Stabilizing decontamination foam using surface-modified silica nanoparticles containing chemical reagent: foam stability, structures, and dispersion properties

Abstract

The stabilization of decontamination foams containing a chemical reagent is a crucial requirement for their use in the decontamination of nuclear power plants. We have investigated the effects on decontamination foam stability of adding silica nanoparticles (NPs) modified with various functional groups, namely propyl (–CH3), amine (–NH2), and thiol (–SH) groups. The surface properties of these silica NPs were characterized with ATR-FTIR, solid NMR, and TGA analyses. We also established that the agglomeration in such foams of the amine-modified silica NPs is weaker than that of the other modified silica NPs due to their thorough dispersion in the liquid film. Further, the foam containing amine-modified silica NPs was found to be stable for 60 min at a pH of 2, i.e. under decontamination conditions.

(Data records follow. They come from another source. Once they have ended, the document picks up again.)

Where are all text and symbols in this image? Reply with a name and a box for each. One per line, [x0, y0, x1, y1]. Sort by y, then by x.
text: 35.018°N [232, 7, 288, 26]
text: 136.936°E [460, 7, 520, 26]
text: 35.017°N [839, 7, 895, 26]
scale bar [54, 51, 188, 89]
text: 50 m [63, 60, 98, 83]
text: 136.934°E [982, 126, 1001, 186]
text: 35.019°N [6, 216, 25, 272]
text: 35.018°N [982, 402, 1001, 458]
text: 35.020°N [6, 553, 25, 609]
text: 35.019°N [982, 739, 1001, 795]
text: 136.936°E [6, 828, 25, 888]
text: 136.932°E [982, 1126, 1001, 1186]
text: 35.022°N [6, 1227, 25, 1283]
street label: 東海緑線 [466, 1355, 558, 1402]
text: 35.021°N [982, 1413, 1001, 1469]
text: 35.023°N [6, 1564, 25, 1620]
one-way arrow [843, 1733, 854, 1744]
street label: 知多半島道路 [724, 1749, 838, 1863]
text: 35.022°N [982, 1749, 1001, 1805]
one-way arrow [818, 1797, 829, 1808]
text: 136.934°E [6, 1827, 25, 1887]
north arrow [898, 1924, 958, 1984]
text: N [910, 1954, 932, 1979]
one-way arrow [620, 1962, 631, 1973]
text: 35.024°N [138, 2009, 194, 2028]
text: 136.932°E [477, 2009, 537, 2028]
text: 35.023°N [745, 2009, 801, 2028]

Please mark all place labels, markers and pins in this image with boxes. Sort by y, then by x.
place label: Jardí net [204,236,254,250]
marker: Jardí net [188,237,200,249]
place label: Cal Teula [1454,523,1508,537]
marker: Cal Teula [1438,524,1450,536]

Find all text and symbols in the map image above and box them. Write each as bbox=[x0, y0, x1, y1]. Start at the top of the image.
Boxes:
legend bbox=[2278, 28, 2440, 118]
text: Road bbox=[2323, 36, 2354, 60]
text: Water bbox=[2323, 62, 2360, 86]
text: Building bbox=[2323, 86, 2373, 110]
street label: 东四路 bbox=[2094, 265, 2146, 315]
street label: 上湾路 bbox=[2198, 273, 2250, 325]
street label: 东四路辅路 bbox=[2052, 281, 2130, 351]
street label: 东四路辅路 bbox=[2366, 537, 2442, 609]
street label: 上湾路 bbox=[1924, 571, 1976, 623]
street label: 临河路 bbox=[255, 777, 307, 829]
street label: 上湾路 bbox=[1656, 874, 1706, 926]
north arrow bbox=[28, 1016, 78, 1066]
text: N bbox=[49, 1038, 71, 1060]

The bubble structure analysis showed that this decontamination foam has a bubble count that is approximately 5–8 times higher than the foams containing NPs modified with the other functional groups, which indicates that the decontamination foam with amine-modified silica NPs has the best foam structure of the three investigated foams. The well-dispersed and smaller amine-modified silica NPs enhance the foam stability by providing a barrier between the gas bubbles and delaying their coalescence. In contrast, the thiol- and propyl-modified silica NPs form aggregates with large diameters that reduce the maximum capillary pressure of coalescence and hence decrease the foam stability.